For pre-med students, pre-PA students, and anyone weighing a future in healthcare, salary data matters. It is not the only factor, and it should not be the primary one, but understanding realistic compensation helps you plan for medical school debt, residency timelines, and the tradeoffs that come with different specialties. This article breaks down surgeon pay using verified, sourced figures so you can make informed decisions rather than relying on anecdotes or outdated numbers.
What Surgeons Do and Where They Work
Surgeons are physicians who specialize in diagnosing conditions and treating them through operative procedures. Their scope extends well beyond the operating room.

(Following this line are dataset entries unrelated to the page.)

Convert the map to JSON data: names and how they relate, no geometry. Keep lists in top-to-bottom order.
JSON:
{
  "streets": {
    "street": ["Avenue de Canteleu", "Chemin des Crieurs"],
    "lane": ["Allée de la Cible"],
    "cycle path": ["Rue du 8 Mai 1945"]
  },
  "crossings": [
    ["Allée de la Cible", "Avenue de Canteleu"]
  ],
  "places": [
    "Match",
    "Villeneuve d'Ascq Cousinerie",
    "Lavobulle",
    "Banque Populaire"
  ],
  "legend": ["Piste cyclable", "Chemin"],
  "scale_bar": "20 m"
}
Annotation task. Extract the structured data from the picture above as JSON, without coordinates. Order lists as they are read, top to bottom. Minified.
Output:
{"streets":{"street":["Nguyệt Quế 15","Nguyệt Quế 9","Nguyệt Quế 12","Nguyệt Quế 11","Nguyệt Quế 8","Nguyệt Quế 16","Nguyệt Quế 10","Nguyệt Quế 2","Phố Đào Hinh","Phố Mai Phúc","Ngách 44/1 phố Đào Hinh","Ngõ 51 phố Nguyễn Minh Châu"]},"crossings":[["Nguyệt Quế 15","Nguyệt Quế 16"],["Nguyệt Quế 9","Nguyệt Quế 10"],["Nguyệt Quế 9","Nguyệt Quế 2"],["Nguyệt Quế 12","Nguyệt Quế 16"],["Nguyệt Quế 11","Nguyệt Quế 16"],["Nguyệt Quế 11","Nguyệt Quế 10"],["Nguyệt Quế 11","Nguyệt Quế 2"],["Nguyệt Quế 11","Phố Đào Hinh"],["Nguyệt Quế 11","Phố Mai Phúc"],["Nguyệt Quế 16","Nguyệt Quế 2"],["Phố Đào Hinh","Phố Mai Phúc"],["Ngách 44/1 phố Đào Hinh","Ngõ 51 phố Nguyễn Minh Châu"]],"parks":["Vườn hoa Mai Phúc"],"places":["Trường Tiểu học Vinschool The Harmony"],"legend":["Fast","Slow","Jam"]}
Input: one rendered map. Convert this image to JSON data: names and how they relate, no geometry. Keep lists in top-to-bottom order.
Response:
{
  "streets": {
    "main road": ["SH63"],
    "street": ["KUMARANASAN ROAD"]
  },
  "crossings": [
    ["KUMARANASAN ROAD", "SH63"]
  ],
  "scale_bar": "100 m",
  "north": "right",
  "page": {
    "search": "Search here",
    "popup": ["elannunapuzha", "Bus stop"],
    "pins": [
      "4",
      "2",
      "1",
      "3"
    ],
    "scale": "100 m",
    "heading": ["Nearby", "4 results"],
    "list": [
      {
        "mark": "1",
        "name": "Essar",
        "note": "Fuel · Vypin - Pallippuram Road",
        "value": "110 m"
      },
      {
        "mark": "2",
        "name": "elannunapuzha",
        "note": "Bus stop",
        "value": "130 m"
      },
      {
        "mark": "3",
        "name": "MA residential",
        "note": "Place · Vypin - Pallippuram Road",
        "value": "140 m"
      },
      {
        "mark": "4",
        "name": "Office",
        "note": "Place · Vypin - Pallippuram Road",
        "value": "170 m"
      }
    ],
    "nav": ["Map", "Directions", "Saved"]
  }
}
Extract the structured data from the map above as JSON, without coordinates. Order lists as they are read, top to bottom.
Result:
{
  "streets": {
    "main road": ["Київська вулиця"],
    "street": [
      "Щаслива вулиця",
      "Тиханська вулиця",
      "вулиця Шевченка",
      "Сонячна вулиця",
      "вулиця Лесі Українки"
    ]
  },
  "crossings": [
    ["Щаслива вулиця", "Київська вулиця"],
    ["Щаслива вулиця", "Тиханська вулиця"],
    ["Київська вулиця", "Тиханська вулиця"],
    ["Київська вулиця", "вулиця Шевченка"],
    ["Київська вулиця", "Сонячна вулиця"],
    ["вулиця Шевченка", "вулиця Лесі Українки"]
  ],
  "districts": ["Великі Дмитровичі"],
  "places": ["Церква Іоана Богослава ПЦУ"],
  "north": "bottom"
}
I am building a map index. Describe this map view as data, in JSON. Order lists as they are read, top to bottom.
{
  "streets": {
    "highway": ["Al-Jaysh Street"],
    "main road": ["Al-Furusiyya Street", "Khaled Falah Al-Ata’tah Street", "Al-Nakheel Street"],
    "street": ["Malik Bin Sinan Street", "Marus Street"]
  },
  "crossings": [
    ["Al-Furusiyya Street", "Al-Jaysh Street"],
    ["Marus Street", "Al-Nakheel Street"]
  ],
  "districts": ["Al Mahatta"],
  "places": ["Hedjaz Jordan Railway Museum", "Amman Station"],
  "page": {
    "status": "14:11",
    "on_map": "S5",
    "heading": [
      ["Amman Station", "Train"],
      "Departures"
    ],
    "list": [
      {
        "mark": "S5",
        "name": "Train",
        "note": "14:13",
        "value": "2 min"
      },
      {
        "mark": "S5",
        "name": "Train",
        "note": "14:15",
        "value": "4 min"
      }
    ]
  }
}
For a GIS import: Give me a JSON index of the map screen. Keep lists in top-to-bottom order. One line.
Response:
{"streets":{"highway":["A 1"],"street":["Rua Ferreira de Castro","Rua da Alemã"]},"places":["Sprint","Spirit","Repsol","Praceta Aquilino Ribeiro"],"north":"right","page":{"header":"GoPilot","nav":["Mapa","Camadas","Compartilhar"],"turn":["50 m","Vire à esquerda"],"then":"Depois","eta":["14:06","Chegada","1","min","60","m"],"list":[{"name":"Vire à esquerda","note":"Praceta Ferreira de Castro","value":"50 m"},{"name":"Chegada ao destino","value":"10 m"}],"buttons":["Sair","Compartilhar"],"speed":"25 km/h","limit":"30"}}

A typical surgeon’s workload includes pre-operative evaluations, patient consultations, post-operative monitoring, and a significant amount of documentation and coordination with other members of the care team. Surgical specialties range from general surgery, which covers a broad category of abdominal, breast, and soft-tissue procedures, to highly focused disciplines like neurosurgery, orthopedic surgery, and cardiothoracic surgery.
Most surgeons work in hospital settings, including large academic medical centers, urban hospitals, and smaller community hospitals. A growing number also practice in ambulatory surgical centers, which handle same-day procedures. Some surgeons operate within group practices or solo private practices, while those affiliated with academic institutions also teach medical students and residents and contribute to clinical research. The setting affects not just day-to-day workflow but also compensation, as discussed below.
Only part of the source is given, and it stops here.